STAC32 Assignment 8

You are expected to complete this assignment on your own: that is, you may discuss general ideas with others, but the writeup of the work must be entirely your own. If your assignment is unreasonably similar to that of another student, you can expect to be asked to explain yourself.

If you run into problems on this assignment, it is up to you to figure out what to do. The only exception is if it is impossible for you to complete this assignment, for example a data file cannot be read. (There is a difference between you not knowing how to do something, which you have to figure out, and something being impossible, which you are allowed to contact me about.)

You must hand in a rendered document that shows your code, the output that the code produces, and your answers to the questions. This should be a file with .html on the end of its name. There is no credit for handing in your unrendered document (ending in .qmd), because the grader cannot then see whether the code in it runs properly. After you have handed in your file, you should be able to see (in Attempts) what file you handed in, and you should make a habit of checking that you did indeed hand in what you intended to, and that it displays as you expect.

Hint: render your document frequently, and solve any problems as they come up, rather than trying to do so at the end (when you may be close to the due date). If your document will not successfully render, it is because of an error in your code that you will have to find and fix. The error message will tell you where the problem is, but it is up to you to sort out what the problem is.

1 Bread

What makes bread rise? Specifically what are the effects of baking temperature and the amount of yeast on how much a loaf of bread will rise while baking? To find out, a batch of a certain bread mix was divided into 48 parts. Each part had a randomly chosen amount of yeast added (0.75, 1, or 1.25 teaspoons) and was then baked at a temperature of either 350 or 425 (degrees Fahrenheit). After baking, the height of each (very small) loaf of bread was measured (in inches).

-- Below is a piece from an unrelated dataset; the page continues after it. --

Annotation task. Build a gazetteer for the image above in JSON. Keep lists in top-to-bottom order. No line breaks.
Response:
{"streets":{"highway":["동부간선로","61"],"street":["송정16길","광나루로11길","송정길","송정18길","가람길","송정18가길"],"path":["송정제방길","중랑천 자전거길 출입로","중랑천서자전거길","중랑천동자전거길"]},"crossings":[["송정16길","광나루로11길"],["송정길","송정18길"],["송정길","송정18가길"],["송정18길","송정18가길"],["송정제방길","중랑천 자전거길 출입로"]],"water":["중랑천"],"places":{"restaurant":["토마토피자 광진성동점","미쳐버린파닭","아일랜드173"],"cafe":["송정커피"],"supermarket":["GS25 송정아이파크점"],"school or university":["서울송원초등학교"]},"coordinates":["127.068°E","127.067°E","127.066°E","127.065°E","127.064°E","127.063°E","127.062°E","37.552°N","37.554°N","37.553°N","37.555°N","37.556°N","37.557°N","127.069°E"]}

Apart from the yeast and the baking temperature, the ingredients for each small loaf were identical, so any differences in height can be attributed to one or both of the amount of yeast used and the baking temperature.

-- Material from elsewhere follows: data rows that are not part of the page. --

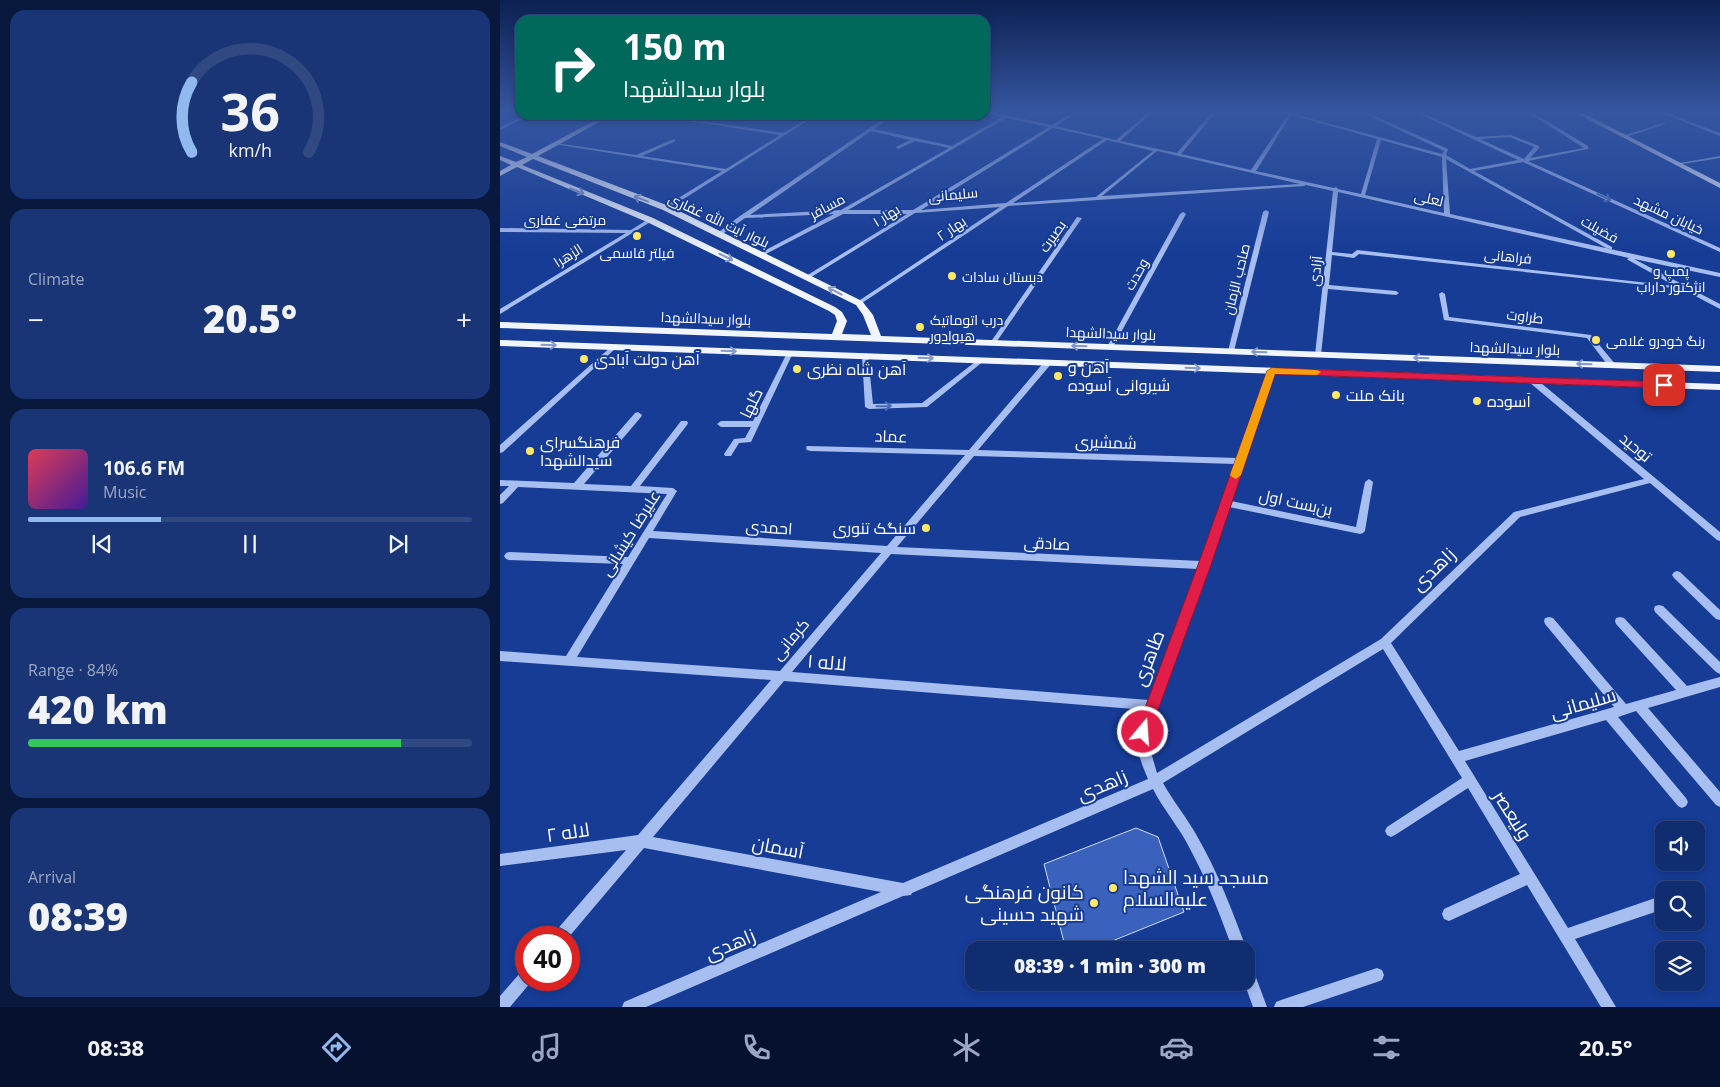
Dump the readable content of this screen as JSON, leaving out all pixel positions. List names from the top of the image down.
{
  "streets": {
    "main road": ["بلوار آیت الله غفاری", "بلوار سیدالشهدا"],
    "street": [
      "سلیمانی",
      "لعلی",
      "مسافر",
      "خیابان مشهد",
      "بهار ۱",
      "مرتضی غفاری",
      "بهار ۲",
      "فضیلت",
      "بصیرت",
      "الزهرا",
      "فراهانی",
      "آزادی",
      "وحدت",
      "صاحب الزمان",
      "طراوت",
      "گلها",
      "عماد",
      "شمشیری",
      "توحید",
      "بن‌بست اول",
      "احمدی",
      "علیرضا کیشانی",
      "صادقی",
      "زاهدی",
      "کرمانی",
      "طاهری",
      "لاله ۱",
      "ولیعصر",
      "لاله ۲",
      "آسمان"
    ]
  },
  "crossings": [
    ["سلیمانی", "لعلی"],
    ["سلیمانی", "مسافر"],
    ["سلیمانی", "بهار ۱"],
    ["سلیمانی", "بهار ۲"],
    ["سلیمانی", "ولیعصر"],
    ["لعلی", "فضیلت"],
    ["لعلی", "آزادی"],
    ["مسافر", "بلوار آیت الله غفاری"],
    ["بهار ۱", "بلوار آیت الله غفاری"],
    ["مرتضی غفاری", "الزهرا"],
    ["بلوار آیت الله غفاری", "بهار ۲"],
    ["بلوار آیت الله غفاری", "الزهرا"],
    ["بلوار آیت الله غفاری", "بلوار سیدالشهدا"],
    ["فضیلت", "فراهانی"],
    ["بصیرت", "بلوار سیدالشهدا"],
    ["فراهانی", "آزادی"],
    ["آزادی", "بلوار سیدالشهدا"],
    ["وحدت", "بلوار سیدالشهدا"],
    ["صاحب الزمان", "بلوار سیدالشهدا"],
    ["طراوت", "بلوار سیدالشهدا"],
    ["بلوار سیدالشهدا", "گلها"],
    ["بلوار سیدالشهدا", "توحید"],
    ["بلوار سیدالشهدا", "کرمانی"],
    ["بلوار سیدالشهدا", "طاهری"],
    ["عماد", "شمشیری"],
    ["عماد", "کرمانی"],
    ["شمشیری", "کرمانی"],
    ["شمشیری", "طاهری"],
    ["توحید", "زاهدی"],
    ["بن‌بست اول", "طاهری"],
    ["احمدی", "علیرضا کیشانی"],
    ["احمدی", "صادقی"],
    ["احمدی", "کرمانی"],
    ["علیرضا کیشانی", "لاله ۱"],
    ["صادقی", "کرمانی"],
    ["صادقی", "طاهری"],
    ["زاهدی", "طاهری"],
    ["زاهدی", "ولیعصر"],
    ["زاهدی", "آسمان"],
    ["کرمانی", "لاله ۱"],
    ["کرمانی", "لاله ۲"],
    ["کرمانی", "آسمان"],
    ["طاهری", "لاله ۱"],
    ["لاله ۲", "آسمان"]
  ],
  "one_way": ["خیابان مشهد"],
  "places": [
    "فیلتر قاسمی",
    "پمپ و انژکتور داراب",
    "دبستان سادات",
    "درب اتوماتیک هیوادور",
    "رنگ خودرو غلامی",
    "آهن دولت آبادی",
    "آهن شاه نظری",
    "آهن و شیروانی آسوده",
    "بانک ملت",
    "آسوده",
    "فرهنگسرای سیدالشهدا",
    "سنگک تنوری",
    "مسجد سید الشهدا علیه‌السلام",
    "کانون فرهنگی شهید حسینی"
  ],
  "page": {
    "turn": ["150 m", "بلوار سیدالشهدا"],
    "tile": [
      "Climate",
      ["Range · 84%", "420 km"],
      ["Arrival", "08:39"]
    ],
    "heat": ["−", "20.5°", "+"],
    "song": ["106.6 FM", "Music"],
    "limit": "40",
    "trip": "08:39 · 1 min · 300 m",
    "tabs": ["08:38", "20.5°"],
    "gauge": ["36", "km/h"]
  }
}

The data are in http://ritsokiguess.site/datafiles/bread_wide.csv.

(a) (1 point) Read in and display (most of) the data.

As usual:

my_url <- "http://ritsokiguess.site/datafiles/bread_wide.csv"
bread <- read_csv(my_url)
Rows: 8 Columns: 7
── Column specification ────────────────────────────────────────────────────────
Delimiter: ","
dbl (7): row, yeast0.75_temp350, yeast0.75_temp425, yeast1_temp350, yeast1_t...

ℹ Use `spec()` to retrieve the full column specification for this data.
ℹ Specify the column types or set `show_col_types = FALSE` to quiet this message.
bread

There are only 8 rows, so you should see all of them and most of the columns. The column names are rather long, so you may not see all the columns.

(b) (3 points) The data as you read in the values were stored in a spreadsheet with (originally) two rows of headers, one showing the amount of yeast and the other the baking temperature. (The headers were combined into one row for you.) Rearrange the data so that there is one column of heights, and columns showing the amount of yeast and the temperature that goes with each height. For maximum points, do your rearrangement with one command. Save your resulting dataframe.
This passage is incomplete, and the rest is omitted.